Il observe d'autre part, que si la taxe est aujourd'hui avantageuse, elle fut, par contre, pendant plusieurs années, tout à fait insuffisante pour couvrir les frais de l'exploitation, et si désavantageuse qu'elle
qu'elle eût entraîné finalement l'abandon de la culture du blé.
Enfin, il soutient avec raison que, dans l'industrie agricole comme dans toutes les industries, l'augmentation de prix du produit croit être proportionnelle à toutes les autres augmentations, celles des matières premières, de la main-d'œuvre, des outils, etc.
Or, là comme ailleurs s'est fait sentir la hausse de toutes choses. Les engrais ont plus que triplé de valeur ; le prix des animaux de culture a quadruplé ou quintuplé, tous les outils ont suivi la même ascension. La bêche du modeste maraîcher coûte 12 francs au lieu de 3 francs avant la guerre ; la faucheuse-lieuse qu'emploie le gros fermier pour la moisson, a passé de 1.200 à 4.500 francs. C'est une augmentation qui ne va pas loin du quadruple.
Il n'est pas jusqu'à l'habillement du paysan dont le prix n'ait monté dans les mêmes proportions que celui des gens de la ville. L'humble pantalon de velours qui coûtait naguère douze francs, en vaut tout près de cinquante, et les sabots communs, qu'on avait pour trente sous, valent à présent le prix que coûtait une paire de souliers avant la guerre.
Quant à la main-d'oeuvre, elle atteint des taux qu'on n'eût pas même osé entrevoir autrefois.
La profession de l'ouvrier agricole est de celles qui furent le plus mal rémunérées dans le passé. L'éminent économiste Georges d'Avenel nous donne dans son savant ouvrage : Paysans et ouvriers depuis sept cents ans, une idée des gages des domestiques rureaux autrefois. Du XIIIe au XVe siècle, ils varient de 180 à 350 francs, annuellement. Au XVIe siècle, le salaire moyen des vignerons est de 2,50 par jour sans nourriture ; les jardiniers à la journée ne touchent pas plus de 2,10.
Un chiffre qui donne une idée du faible salaire des ouvriers batteurs en grange en 1590, le battage et le vannage de l'hectolitre de blé ne reviennent pas à plus de 73 centimes au fermier.
A la même époque, en Artois, le double labour qui précède les semailles de blé d'hiver n'est payé que 35 francs l'hectare. En Normandie toujours à la fin du XVIe siècle, on paie le fauchage de l'hectare de prés 12 francs.

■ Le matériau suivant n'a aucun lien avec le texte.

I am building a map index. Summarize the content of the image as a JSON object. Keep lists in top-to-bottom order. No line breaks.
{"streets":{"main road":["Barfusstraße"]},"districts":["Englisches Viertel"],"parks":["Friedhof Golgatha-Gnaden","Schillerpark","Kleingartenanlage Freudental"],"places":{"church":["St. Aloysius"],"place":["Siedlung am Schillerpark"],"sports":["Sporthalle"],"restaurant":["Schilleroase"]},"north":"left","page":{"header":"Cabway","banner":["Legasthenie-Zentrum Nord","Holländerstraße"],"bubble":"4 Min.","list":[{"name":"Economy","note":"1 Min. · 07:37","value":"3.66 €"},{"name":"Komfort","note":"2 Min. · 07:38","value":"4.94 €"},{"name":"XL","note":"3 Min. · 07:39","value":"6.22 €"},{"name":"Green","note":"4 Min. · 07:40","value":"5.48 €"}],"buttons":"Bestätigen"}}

Il n'en va guère mieux aux siècles suivants pour l'ouvrier agricole. En 1700, Boisguillebert estime sa journée à 1 fr. 28. Vauban la porte à 2,17. Loin d'augmenter, elle va diminuant : vers 1750, le journalier rural n'est plus payé que 1,75 ; sous Louis XVI, il ne touche plus, en moyenne, que 1,64.
Quand l'ouvrier est nourri, sa journée, à la veille de la Révolution, est généralement de 80 à 90 centimes.

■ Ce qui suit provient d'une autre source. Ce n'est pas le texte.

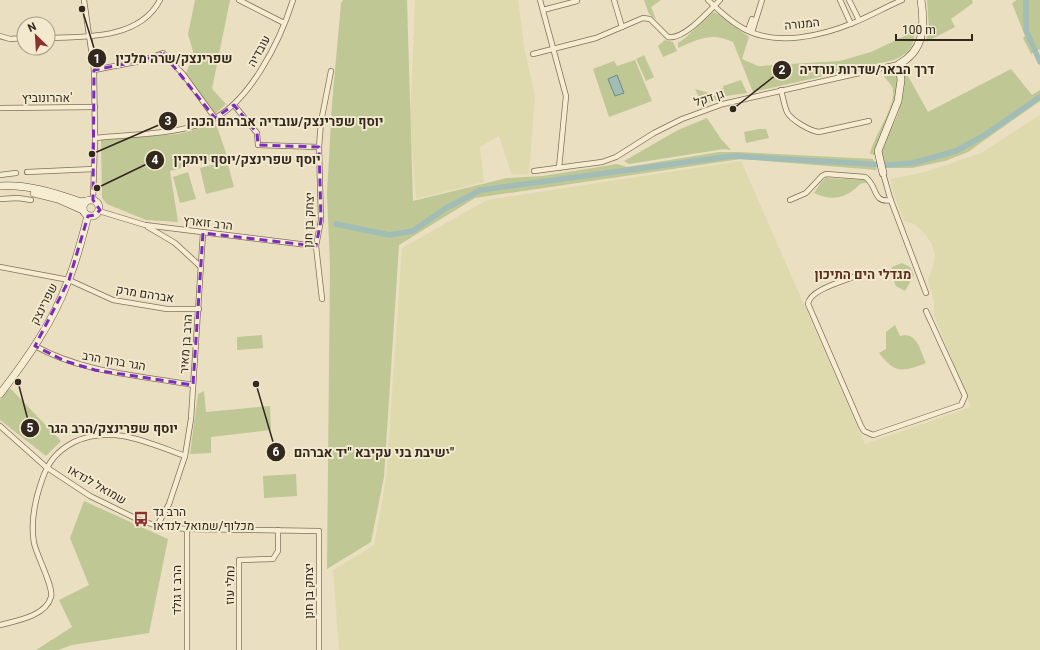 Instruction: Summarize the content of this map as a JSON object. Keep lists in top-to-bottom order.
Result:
{
  "streets": {
    "street": [
      "המנורה",
      "עובדיה",
      "אהרונוביץ'",
      "גן דקל",
      "יצחק בן חנן",
      "הרב זוארץ",
      "אברהם מרק",
      "שפרינצק",
      "הרב בן מאיר",
      "הגר ברוך הרב",
      "שמואל לנדאו",
      "נחלי עוז",
      "הרב ז גולד"
    ]
  },
  "crossings": [
    ["יצחק בן חנן", "הרב זוארץ"],
    ["יצחק בן חנן", "שמואל לנדאו"],
    ["הרב זוארץ", "שפרינצק"],
    ["הרב זוארץ", "הרב בן מאיר"],
    ["אברהם מרק", "שפרינצק"],
    ["אברהם מרק", "הרב בן מאיר"],
    ["שפרינצק", "הגר ברוך הרב"],
    ["הרב בן מאיר", "הגר ברוך הרב"],
    ["הרב בן מאיר", "שמואל לנדאו"],
    ["שמואל לנדאו", "נחלי עוז"],
    ["שמואל לנדאו", "הרב ז גולד"]
  ],
  "districts": ["מגדלי הים התיכון"],
  "places": {
    "other": [
      "שפרינצק/שרה מלכין",
      "דרך הבאר/שדרות נורדיה",
      "יוסף שפרינצק/עובדיה אברהם הכהן",
      "יוסף שפרינצק/יוסף ויתקין",
      "יוסף שפרינצק/הרב הגר",
      "ישיבת בני עקיבא \"יד אברהם\""
    ],
    "bus stop": ["הרב גד מכלוף/שמואל לנדאו"]
  },
  "scale_bar": "100 m",
  "north": "top left"
} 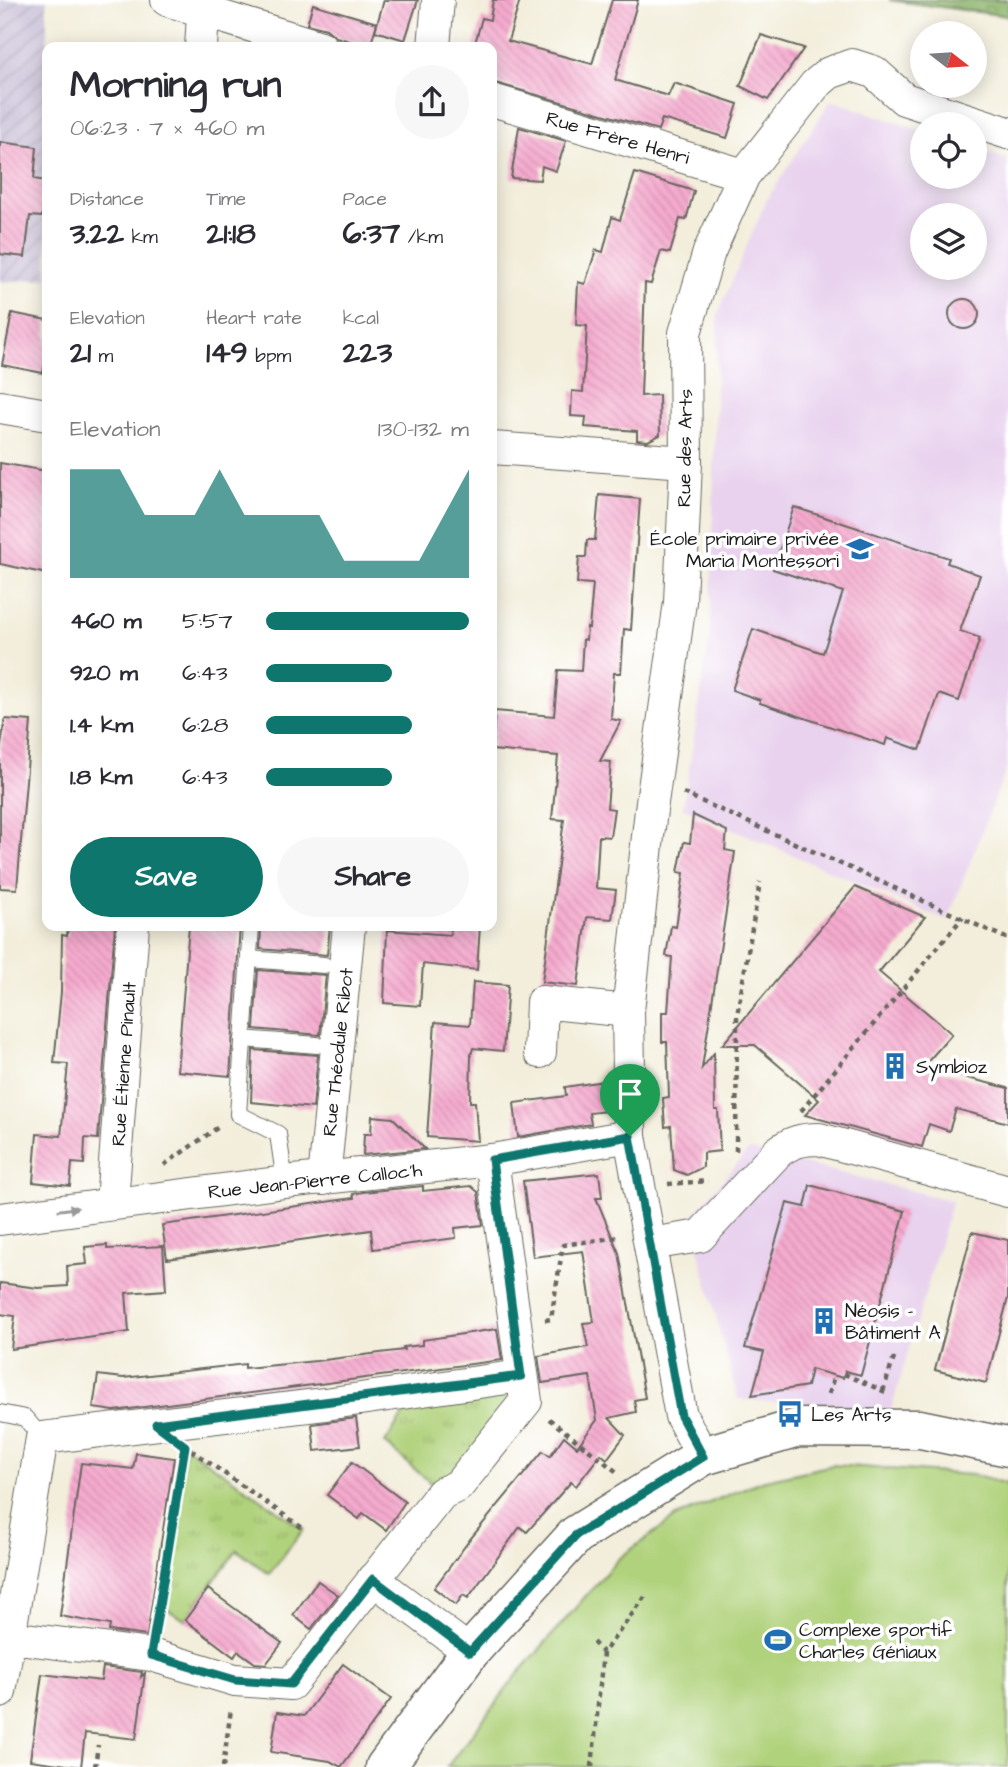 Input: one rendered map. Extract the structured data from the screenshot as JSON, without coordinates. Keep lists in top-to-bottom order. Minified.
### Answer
{"streets":{"street":["Rue Frère Henri","Rue des Arts","Rue Théodule Ribot","Rue Étienne Pinault","Rue Jean-Pierre Calloc'h"]},"crossings":[["Rue Frère Henri","Rue des Arts"],["Rue des Arts","Rue Jean-Pierre Calloc'h"],["Rue Théodule Ribot","Rue Jean-Pierre Calloc'h"],["Rue Étienne Pinault","Rue Jean-Pierre Calloc'h"]],"places":{"school or university":["École primaire privée Maria Montessori"],"building":["Symbioz","Néosis - Bâtiment A"],"bus stop":["Les Arts"],"sports":["Complexe sportif Charles Géniaux"]},"north":"right","page":{"heading":["Morning run","06:23 · 7 × 460 m"],"stats":[["Distance","3.22 km"],["Time","21:18"],["Pace","6:37 /km"],["Elevation","21 m"],["Heart rate","149 bpm"],["kcal","223"]],"chart":["Elevation","130–132 m"],"list":[{"name":"460 m","note":"5:57"},{"name":"920 m","note":"6:43"},{"name":"1.4 km","note":"6:28"},{"name":"1.8 km","note":"6:43"}],"buttons":["Save","Share"]}}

Il faut reconnaître qu'au cours du XIXe siècle, le prix de la main-d'oeuvre agricole ne suivit que de très loin le taux d'augmentation de la vie en général. Mais aujourd'hui, quelle revanche !... Une information récente annonçait, que les engagements de moissonneurs dans le Bourbonnais s'étaient faits à raison de 30 francs par jour, et nourris. Si le blé est cher, on ne pourra pas dire qu'il n'a pas rapporté gros à ceux qui l'auront moissonné.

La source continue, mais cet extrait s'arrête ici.